Reveals turbulence dynamics as a damped oscillator coupling angular modes.

Derives classical turbulence features like inertial-range scaling and logarithmic profiles.

Explains universal constants as consequences of internal dynamical conditions.

Abstract

Turbulence remains one of the central open problems in classical physics, largely due to the absence of a closed dynamical description of the Reynolds stress. Existing approaches typically rely either on local constitutive assumptions or on high-dimensional statistical representations, without identifying a minimal set of dynamical variables governing the cascade response. Here we show that the non-local stress response implied by the Navier-Stokes equations admits a systematic reduction onto a low-dimensional anisotropic sector of the turbulent cascade. This reduction leads to a minimal dynamical system with the structure of a damped oscillator, arising from the coupling between the leading angular mode and its nonlinear transfer to higher-order sectors. Within this framework, classical turbulent behaviors -- including inertial-range scaling, shear-driven transport, and wall-bounded logarithmic profiles -- emerge as different realizations of the same underlying dynamical structure.

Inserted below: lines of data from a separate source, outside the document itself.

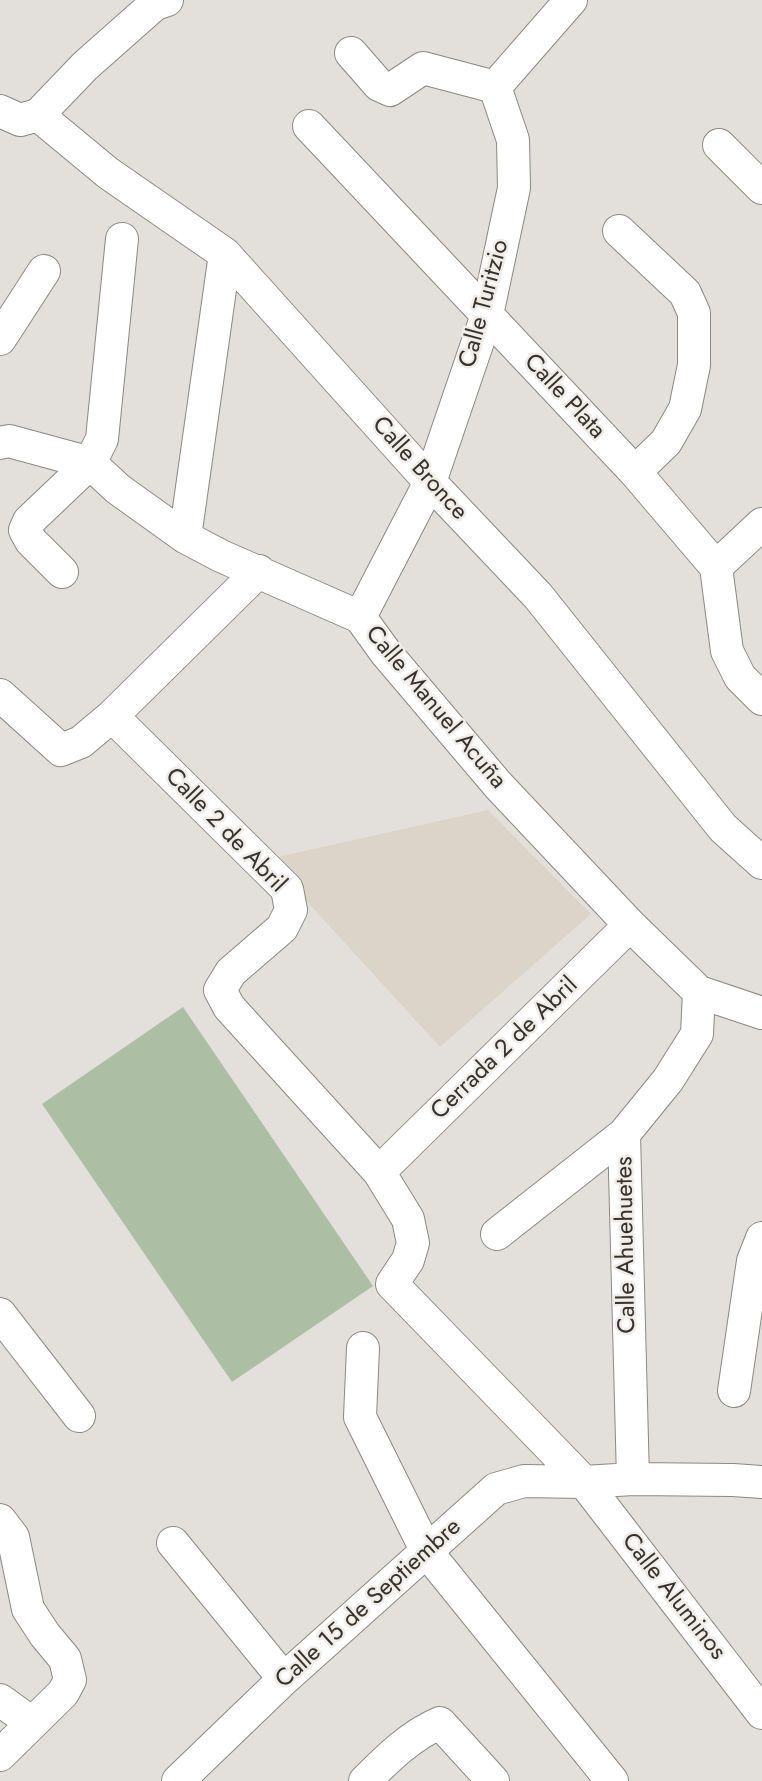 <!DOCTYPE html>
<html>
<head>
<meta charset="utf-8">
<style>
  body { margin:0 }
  canvas { display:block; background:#e3dfda }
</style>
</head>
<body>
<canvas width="762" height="1781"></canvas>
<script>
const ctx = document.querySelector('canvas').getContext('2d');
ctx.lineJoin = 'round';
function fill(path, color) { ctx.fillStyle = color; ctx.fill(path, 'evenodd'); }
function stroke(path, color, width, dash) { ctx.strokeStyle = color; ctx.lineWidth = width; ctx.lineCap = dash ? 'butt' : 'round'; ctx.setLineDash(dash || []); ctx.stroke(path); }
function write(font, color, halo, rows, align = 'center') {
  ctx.font = font + ' Jost,sans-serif'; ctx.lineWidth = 5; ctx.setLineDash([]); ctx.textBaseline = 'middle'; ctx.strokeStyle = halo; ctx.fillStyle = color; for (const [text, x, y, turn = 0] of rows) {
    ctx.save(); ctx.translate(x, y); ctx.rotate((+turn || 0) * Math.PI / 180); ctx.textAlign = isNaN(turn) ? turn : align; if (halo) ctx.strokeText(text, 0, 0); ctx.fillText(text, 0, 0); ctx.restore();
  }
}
const built = new Path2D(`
  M 488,810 L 591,914 L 440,1047 L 268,859 Z`);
const green = new Path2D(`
  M 183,1007 L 373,1286 L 232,1382 L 42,1104 Z`);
const street = new Path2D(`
  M 351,53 L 379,85 L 390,90 L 423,68 L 495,87
  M 495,87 L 571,0
  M 0,111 L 20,120 L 38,115 L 85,66 L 155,4 L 167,0
  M 38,115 L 108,173 L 225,254 L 430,482 L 538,596 L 723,828 L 762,863
  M 309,126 L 635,472 L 716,567 L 727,651 L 740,677 L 762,699
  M 719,145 L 762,188
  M 619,231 L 685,293 L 694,313 L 694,365 L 685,409 L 666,442 L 635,472
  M 0,339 L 44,271
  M 0,443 L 9,441 L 90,463 L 118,489 L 185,537 L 221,556 L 360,617 L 386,653 L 498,785 L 630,925 L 699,992 L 762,1013
  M 185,537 L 225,254
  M 716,567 L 762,524
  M 62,572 L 31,541 L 25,530 L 29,521 L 90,463 L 102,439 L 122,239
  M 360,617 L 430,482 L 487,315 L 514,188 L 513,140 L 495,87
  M 0,695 L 61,750 L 81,742 L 112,716 L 259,571
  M 112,716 L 287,889 L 291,910 L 282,928 L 231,972 L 220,990 L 229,1007 L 379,1172 L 408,1219 L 413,1243 L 408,1260 L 392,1284 L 584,1482 L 762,1713
  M 379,1172 L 630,925
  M 497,1234 L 624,1134
  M 0,1314 L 79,1416
  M 363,1348 L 360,1417 L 427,1552 L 612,1781
  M 734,1391 L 753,1261 L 762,1238
  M 633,1479 L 624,1134 L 668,1080 L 697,1034 L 699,992
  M 0,1520 L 13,1537 L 28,1609 L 45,1635 L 65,1659 L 70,1680 L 63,1693 L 0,1755
  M 173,1543 L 284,1679
  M 0,1700 L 32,1723
  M 178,1781 L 284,1679 L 496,1489 L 524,1481 L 584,1482 L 633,1479 L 733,1480 L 762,1482
  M 365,1781 C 387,1759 411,1735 440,1723 L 493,1781`);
const streetNames = [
  ["Calle Turitzio",485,304,-75],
  ["Calle Plata",564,397,47],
  ["Calle Bronce",419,469,48],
  ["Calle Manuel Acuña",435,708,50],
  ["Calle 2 de Abril",225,831,46],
  ["Cerrada 2 de Abril",505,1049,-44],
  ["Calle Ahuehuetes",627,1245,-91],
  ["Calle Aluminos",673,1597,52],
  ["Calle 15 de Septiembre",369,1604,-42]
];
fill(built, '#dcd4c8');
fill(green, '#acbfa4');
stroke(street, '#8c8984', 34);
stroke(street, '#fff', 32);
write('24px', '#343331', '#f0ece7', streetNames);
</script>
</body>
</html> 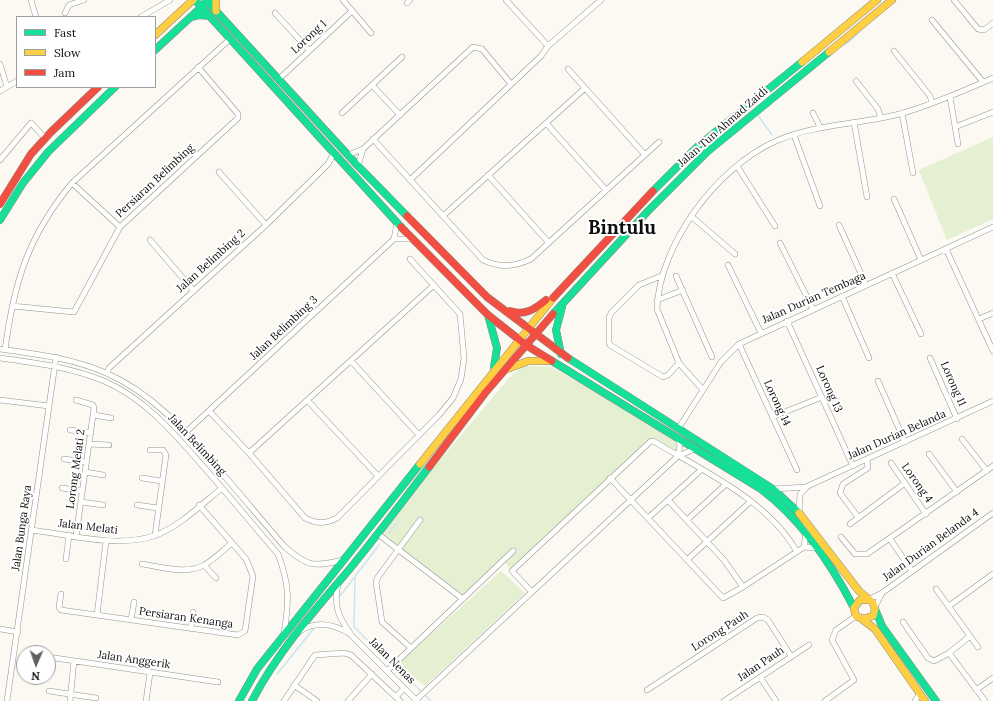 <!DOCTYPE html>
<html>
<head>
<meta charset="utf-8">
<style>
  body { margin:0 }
  #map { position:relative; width:993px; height:701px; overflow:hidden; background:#fbf9f1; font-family:Lora,serif }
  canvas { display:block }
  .legend { position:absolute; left:16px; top:16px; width:140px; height:72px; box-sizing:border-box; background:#fff; border:1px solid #9e9e9e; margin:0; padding:5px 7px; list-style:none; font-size:12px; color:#0d0d0d }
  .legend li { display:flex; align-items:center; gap:8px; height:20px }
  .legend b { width:20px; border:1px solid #9e9e9e }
  .north { position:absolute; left:16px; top:645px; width:40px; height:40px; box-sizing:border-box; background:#fff; border:1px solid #9e9e9e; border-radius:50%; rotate:182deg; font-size:11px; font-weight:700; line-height:16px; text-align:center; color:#0d0d0d }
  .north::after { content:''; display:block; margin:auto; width:14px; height:18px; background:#60605d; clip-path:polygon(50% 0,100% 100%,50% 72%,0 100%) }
</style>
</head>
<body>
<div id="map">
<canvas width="993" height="701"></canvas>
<ul class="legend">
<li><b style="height:5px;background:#16e098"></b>Fast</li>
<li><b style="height:5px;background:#ffcf43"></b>Slow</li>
<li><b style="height:5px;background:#f24e42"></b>Jam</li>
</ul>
<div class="north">N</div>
</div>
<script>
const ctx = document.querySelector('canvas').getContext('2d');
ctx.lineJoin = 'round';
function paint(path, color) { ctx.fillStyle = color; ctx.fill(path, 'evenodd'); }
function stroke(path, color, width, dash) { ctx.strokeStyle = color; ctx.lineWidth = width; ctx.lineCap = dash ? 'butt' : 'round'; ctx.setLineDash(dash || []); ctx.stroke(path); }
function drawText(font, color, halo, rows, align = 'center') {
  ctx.font = font + ' Lora,serif'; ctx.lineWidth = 4; ctx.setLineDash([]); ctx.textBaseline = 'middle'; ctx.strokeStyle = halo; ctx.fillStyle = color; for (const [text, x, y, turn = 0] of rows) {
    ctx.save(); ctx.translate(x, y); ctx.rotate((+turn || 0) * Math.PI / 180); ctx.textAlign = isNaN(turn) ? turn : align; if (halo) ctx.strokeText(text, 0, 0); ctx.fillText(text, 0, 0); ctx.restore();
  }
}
paint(new Path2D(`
  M993,137V219L947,240L919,170Z
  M523,366L551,367L678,438V456L653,441L512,571L504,560L463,599L378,534L509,378Z
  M501,571L525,593L425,686L398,664Z`), '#e4f0d1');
stroke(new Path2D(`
  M843,45L850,41L861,30
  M757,114L772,135
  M389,533L396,524
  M355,578L354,627L392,664
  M340,596L379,545
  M395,666L431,701
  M277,674L315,627`), '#c8e5f4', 1.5);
const street = new Path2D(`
  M31,0L36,17
  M343,0L371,33
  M954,0L978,29L984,30L993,23
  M407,3L410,0
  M65,13L69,5L84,0
  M275,13L309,50
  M141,17L170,0
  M932,20L983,82
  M548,46L601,0
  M894,51L930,96L932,103
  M0,64L7,87
  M568,69L645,155
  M279,79L352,11
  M856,81L878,109L881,118
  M372,85L400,115
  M0,91L17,81
  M950,97L958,144
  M342,113L402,57
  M813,113L820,127
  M902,113L913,173
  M854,122L867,197
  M546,123L606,190
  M955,127L993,112
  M794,135L820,206
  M373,139L483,260C500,268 514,267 531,259L659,142
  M348,155L363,149L473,47L482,49L511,84
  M0,160L31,123L45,138
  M358,166L363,149
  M737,166L775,226
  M219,172L266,225
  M488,175L549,243
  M410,180L541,56L548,46L506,0
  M72,183L120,227
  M894,199L921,260
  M443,216L585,88
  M691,216L735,254
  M839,225L866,285
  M394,239H413
  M150,240L194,291
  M780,243L813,309
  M946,249L993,351
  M728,265L761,333
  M892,273L921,334
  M661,276L639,285L611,313L609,318V342L610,345L663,377L668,375L679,363
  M676,276L712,357
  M842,296L869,358
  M657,300L683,290
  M12,306L74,312L120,227L238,118V114L198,67
  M979,319L993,313
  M787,321L853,466
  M739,344L797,470
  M0,349C36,354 72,358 106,373C153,393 187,433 220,471C242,496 263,522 285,547C308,567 314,567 343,560
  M5,350C14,282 28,236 72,183L230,39
  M0,358C36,363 70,367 104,381C144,398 173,432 201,464C227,493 252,524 278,554C290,585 289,602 284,634
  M930,358L957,419
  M351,361L419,435
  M107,373L109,368L266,225L328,164L334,153
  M878,381L905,442
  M703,390L679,363L657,309C659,245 717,167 776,141C817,123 861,125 903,113C934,104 963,91 993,78
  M0,400L49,406
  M76,400L93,405L94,408L76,536
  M308,401L378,476
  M209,411L249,453L305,518C317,524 325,524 337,518L439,415L453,398L461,379L464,358L460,314L410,259
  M94,415L111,418
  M772,417L822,397
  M678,429L721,362L739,344L993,227
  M70,430L91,433
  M186,432L394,239L397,223
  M678,438L680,445L678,456
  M962,439L987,471
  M89,444L109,445
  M150,450H163L166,455L155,535
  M249,453L434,285
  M929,454L957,492
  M64,459L86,462
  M891,463L926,514
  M85,472L103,475
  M142,478L161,481
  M610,478L723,598L743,587L804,547L816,548
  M62,488L82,491
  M773,489L807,487
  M668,500L724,560L743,587
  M81,502L103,505
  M137,505L158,508
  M799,513L800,494L808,486L993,401
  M858,517L840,493L843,484L868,468L867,460
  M648,518L701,470
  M687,520L725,485
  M850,524L905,483
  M32,530C71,535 115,548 154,536C179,527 202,504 222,488
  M378,534L463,599
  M841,537L855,554H867L993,466
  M890,539L912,571
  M804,547L806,533
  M66,559L69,535
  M687,560L751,501
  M142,564C161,567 186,575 204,565C214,560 223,550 232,543
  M204,565L216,578
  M338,584C333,607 339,618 352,636L417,701
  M936,589L978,647
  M531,591L512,571L651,441H653C703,471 768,500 797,552
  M61,594L59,607L61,610L238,635L245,631L253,576L246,559L199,505
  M868,600L882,593L993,513
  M949,606L993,574
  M875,607L882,593
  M97,615L106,541
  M131,620L134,602
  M903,622L928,658L934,661L949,653L970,636
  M0,629L18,632
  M191,629L193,612
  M300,631C317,620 334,624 350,634
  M411,648L382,622L376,582L378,577L420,520
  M949,653L985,701
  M48,657L218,682
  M387,671L513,551
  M760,677L776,701
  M294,685L317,701
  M647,690L757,618L763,617L768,620L791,656
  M976,690L993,678
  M49,691L96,698
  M396,697L404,688
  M416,700L678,456L695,449
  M7,701L56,357
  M70,701L74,661
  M146,701L150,673
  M284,701L315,655L344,653L351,655L400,701
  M348,701L372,674
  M724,701L809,645
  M825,701L854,680L832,640L836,630L856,616
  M915,701L920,693`);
const fast = new Path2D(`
  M195,0L401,227
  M206,0L358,166L407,216
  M191,17L199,15L210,16
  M155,50L209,0
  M653,191L698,146L802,62
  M0,220L23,183L48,152L115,87
  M553,314L648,211L707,152L829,52
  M488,315L497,348L494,367
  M561,354L556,330L562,307
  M568,358L773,489L799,513
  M552,361L761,489C802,520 831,563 854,608
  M875,609L882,626L936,701
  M239,701L257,669L420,464
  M252,701C277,653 313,612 348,571C376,537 402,502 429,467`);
const slow = new Path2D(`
  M216,0V11
  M155,35L193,0
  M829,52L892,0
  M802,62L877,0
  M507,369L528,361H549
  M420,464L553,298
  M799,513L859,591L873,603L875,609L873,616L863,619L856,616L854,608L860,600H866
  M863,620L875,629L925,701`);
const jam = new Path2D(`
  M0,204L31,154L51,132L98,87
  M407,216L487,297L568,358
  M401,227L488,315L526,345L552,361
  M553,298L653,191
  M510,311C525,316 535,309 546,300
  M429,467L485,393L553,314`);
stroke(street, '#949390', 6);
stroke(fast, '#8b8a86', 8);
stroke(slow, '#8b8a86', 8);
stroke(jam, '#8b8a86', 8);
stroke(street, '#fefefd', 5);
stroke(fast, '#16e098', 7);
stroke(slow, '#ffcf43', 7);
stroke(jam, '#f24e42', 7);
drawText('11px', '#0d0d0d', '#fff', [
  ["Lorong 1",309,37,-43],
  ["Jalan Tun Ahmad Zaidi",723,127,-41],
  ["Persiaran Belimbing",155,181,-43],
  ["Jalan Belimbing 2",211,261,-42],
  ["Jalan Durian Tembaga",814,298,-24],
  ["Jalan Belimbing 3",284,328,-43],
  ["Lorong 11",953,384,66],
  ["Lorong 13",829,389,66],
  ["Lorong 14",777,403,65],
  ["Jalan Durian Belanda",897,435,-24],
  ["Jalan Belimbing",197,445,47],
  ["Lorong Melati 2",76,469,-82],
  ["Lorong 4",917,483,55],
  ["Jalan Melati",88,527,7],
  ["Jalan Bunga Raya",22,528,-82],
  ["Jalan Durian Belanda 4",931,545,-36],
  ["Persiaran Kenanga",186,618,8],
  ["Lorong Pauh",720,631,-33],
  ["Jalan Anggerik",134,660,8],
  ["Jalan Nenas",392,661,45],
  ["Jalan Pauh",761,664,-34]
]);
drawText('bold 19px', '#0d0d0d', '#fff', [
  ["Bintulu",622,229]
]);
</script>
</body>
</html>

Universal quantities such as the Kolmogorov constant and the von K\'arm\'an constant appear as leading-order consequences of internal consistency conditions applied across homogeneous and shear-driven regimes. These results suggest that turbulence admits a minimal dynamical backbone governed by non-local cascade response, providing a unified perspective that connects spectral transfer, anisotropy, and mean-flow interaction within a single reduced framework.